Por Boris Gálvez Llantén
Director del Instituto Prana Kine 
Autor del libro “La danza del águila: mensajes de un dietero”

El pueblo shipibo corresponde a un grupo étnico perteneciente a la familia lingüística «pano», ubicado en los márgenes del río Ucayali y sus afluentes Pisqui, Calleria, Aguaytia, así como en los lagos Tamaya y Yarina. Su significado proviene de los shipi, especie de mono, pues cuando los hombres tomaban mazato (tipo de bebida), se parecían a estos animales.
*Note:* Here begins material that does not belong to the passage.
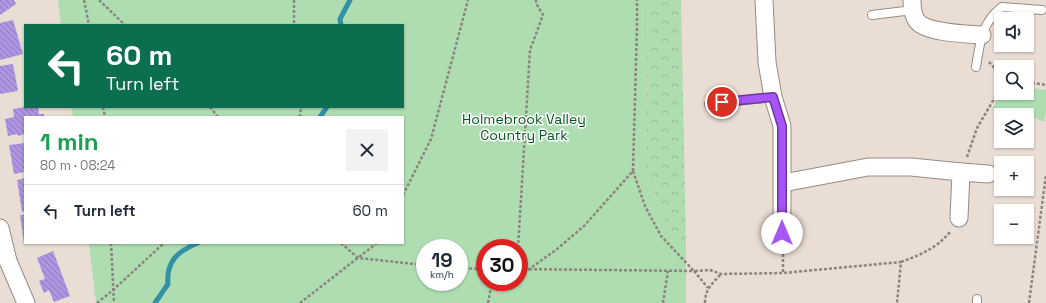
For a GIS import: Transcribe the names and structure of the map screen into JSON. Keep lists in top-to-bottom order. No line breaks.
{"parks":["Holmebrook Valley Country Park"],"page":{"map_buttons":["+","−"],"turn":["60 m","Turn left"],"heading":["1 min","80 m · 08:24"],"list":[{"name":"Turn left","value":"60 m"}],"speed":"19 km/h","limit":"30"}}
Por otro lado, la palabra bo significa “gente”. De esta manera se forma esta hermosa comunidad, caracterizada por la caza, recolección y artesanía.
Dentro de su forma de ver la vida nos damos cuenta que viven un universo natural dentro de ellos. El hombre y la mujer conviven constantemente con la naturaleza de la Amazonia y su vibración. Dado esto, su manera de pensar viene desde esta premisa: El hombre-mujer sabe que el ser humano es un producto más de la tierra, debido a esto el respeto hacia la flora y fauna nos trae a colación un pueblo que conoce sus orígenes.
Dentro de su vida existen varios ítems que sobresaltan y diferencian con la perspectiva occidental, en donde el mito y la leyenda hacen una realidad palpable al momento de degustar su cultura.
Para los shipibos existen varias dimensiones:
1- Reino de las aguas (jene nete): es aquel donde viven los espíritus de las aguas. En éste habitan los chaicuni-junibo, que son los “dueños” de las aguas. A su vez, la creadora de éste mundo es la Ronin (serpiente), la cual es la creadora de los ríos en la Amazonia.
2- Nuestro mundo (non nete): En ésta dimensión viven los hombres, mujeres, árboles y animales.
3- Mundo “malo” (panshin nete): En esta dimensión viven los espíritus malignos.
4- Mundo maravilloso (jakon nete): En esta dimensión viven los astros como el sol y la luna, es donde las almas regresan al dejar el cuerpo (muerte).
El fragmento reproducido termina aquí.